Aerobatics — Basic Figures, Licensing, Competitions, and Hazards

Aerobatics is the pinnacle of aviation. No other branch of flying combines airmanship, physical endurance, and pure aesthetics as uncompromisingly as maneuvering an aircraft through three-dimensional figures in the sky. Those who practice aerobatics strive for complete mastery of their aircraft — in every attitude, at every speed, under every load. This article explains the key figures, the path to an aerobatic rating, the competitive landscape, and the real dangers of this captivating discipline.

What Are Aerobatics? A Definition

Aerobatics encompasses all flight maneuvers that go beyond normal flight operations. EASA defines aerobatics as intentionally performed maneuvers in which the aircraft assumes an attitude not required for normal flight — specifically, a bank angle exceeding 60 degrees or an unusual pitch attitude. In the United States, the FAA (14 CFR 91.303) similarly defines aerobatic flight as an intentional maneuver involving an abrupt change in an aircraft's attitude, an abnormal attitude, or abnormal acceleration not necessary for normal flight. This clearly distinguishes aerobatics from regular VFR flight and requires special ratings, approved aircraft, and designated airspace.

Basic Aerobatic Figures

The basic figures form the foundation of every aerobatic program. They are the first maneuvers taught during training and remain the building blocks for more complex combinations even for experienced pilots.

Loop (Inside Loop)

The loop is the most iconic aerobatic figure. The aircraft describes a complete vertical circle — nose up, inverted at the top, nose down, and back to normal flight.
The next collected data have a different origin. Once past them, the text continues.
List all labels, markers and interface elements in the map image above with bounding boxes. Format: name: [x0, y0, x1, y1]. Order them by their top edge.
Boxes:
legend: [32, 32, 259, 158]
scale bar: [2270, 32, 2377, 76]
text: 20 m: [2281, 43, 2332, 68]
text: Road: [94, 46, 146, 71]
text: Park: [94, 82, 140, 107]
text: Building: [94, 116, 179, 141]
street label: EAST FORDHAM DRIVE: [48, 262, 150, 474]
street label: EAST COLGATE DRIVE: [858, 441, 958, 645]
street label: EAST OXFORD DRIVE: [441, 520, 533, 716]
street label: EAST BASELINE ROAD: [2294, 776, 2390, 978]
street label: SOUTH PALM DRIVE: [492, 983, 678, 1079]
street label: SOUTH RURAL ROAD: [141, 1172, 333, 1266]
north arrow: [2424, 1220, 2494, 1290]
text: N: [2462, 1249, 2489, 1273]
The pilot begins with increased airspeed (typically 110-135 kt in an Extra 300), applies steady back pressure on the stick, and flies through the circle at approximately +3.5 to +4.5 g at the bottom. At the top of the arc, the G-load is around +1 g. A clean loop has a perfectly circular shape and ends at the same altitude and heading at which it began. A typical loop spans 1,000 to 1,600 ft vertically.

Aileron Roll

During an aileron roll, the aircraft rotates around its longitudinal axis while flying straight ahead. The pilot initiates the roll with full aileron deflection and corrects with rudder and elevator to keep the nose tracking along the horizon. A complete 360-degree roll takes 1 to 3 seconds depending on the aircraft type. Variations include the Half Roll (180 degrees, ending in inverted flight), the Four-Point Roll (four stops at 90-degree increments), and the Slow Roll (flown slowly and precisely, extremely demanding).

Hammerhead (Stall Turn)

The hammerhead is one of the most elegant figures in aerobatics. The aircraft is pulled vertically upward until the airspeed decays to near zero. At that precise moment, the pilot applies full rudder, and the aircraft pivots around its vertical axis — the nose travels from pointing straight up to pointing straight down, like a hammer toppling over. The aircraft then descends vertically before being pulled back to level flight. A perfect hammerhead shows an exactly vertical up-line, a clean pivot point, and an exactly vertical down-line. The difficulty lies in timing: too early on the rudder means the aircraft still has too much energy and won't yaw cleanly; too late means an uncontrolled departure.

Spin

The spin is an autorotative motion around all three axes simultaneously. One wing is stalled while the other continues to produce lift, creating a rotation combined with a descent. In aerobatics, the spin is deliberately entered and precisely recovered after a defined number of turns (typically 1 to 3). Recovery is achieved by applying opposite rudder (against the direction of rotation) and relaxing back pressure on the elevator. Spin training is also of enormous importance in primary flight training, as it simulates behavior during an unintentional stall.

Immelmann Turn

Named after the German World War I fighter pilot Max Immelmann, this figure consists of a half loop upward followed by a half roll at the apex. The result: the aircraft has reversed its heading by 180 degrees while gaining altitude. In aerial combat, this was a brilliant maneuver for shaking off a pursuer while simultaneously gaining a superior position. In modern aerobatic competition, the Immelmann must be flown with precision — the half loop must end exactly at the apex, and the half roll must be centered and on point.

Split-S

The Split-S is the exact opposite of the Immelmann: first a half roll (transitioning to inverted flight), then a half loop downward. The aircraft reverses heading by 180 degrees while losing altitude. The G-load during the pull-out can be substantial (+4 to +5 g), which is why sufficient altitude must be available. A Split-S initiated too low is a fatal maneuver.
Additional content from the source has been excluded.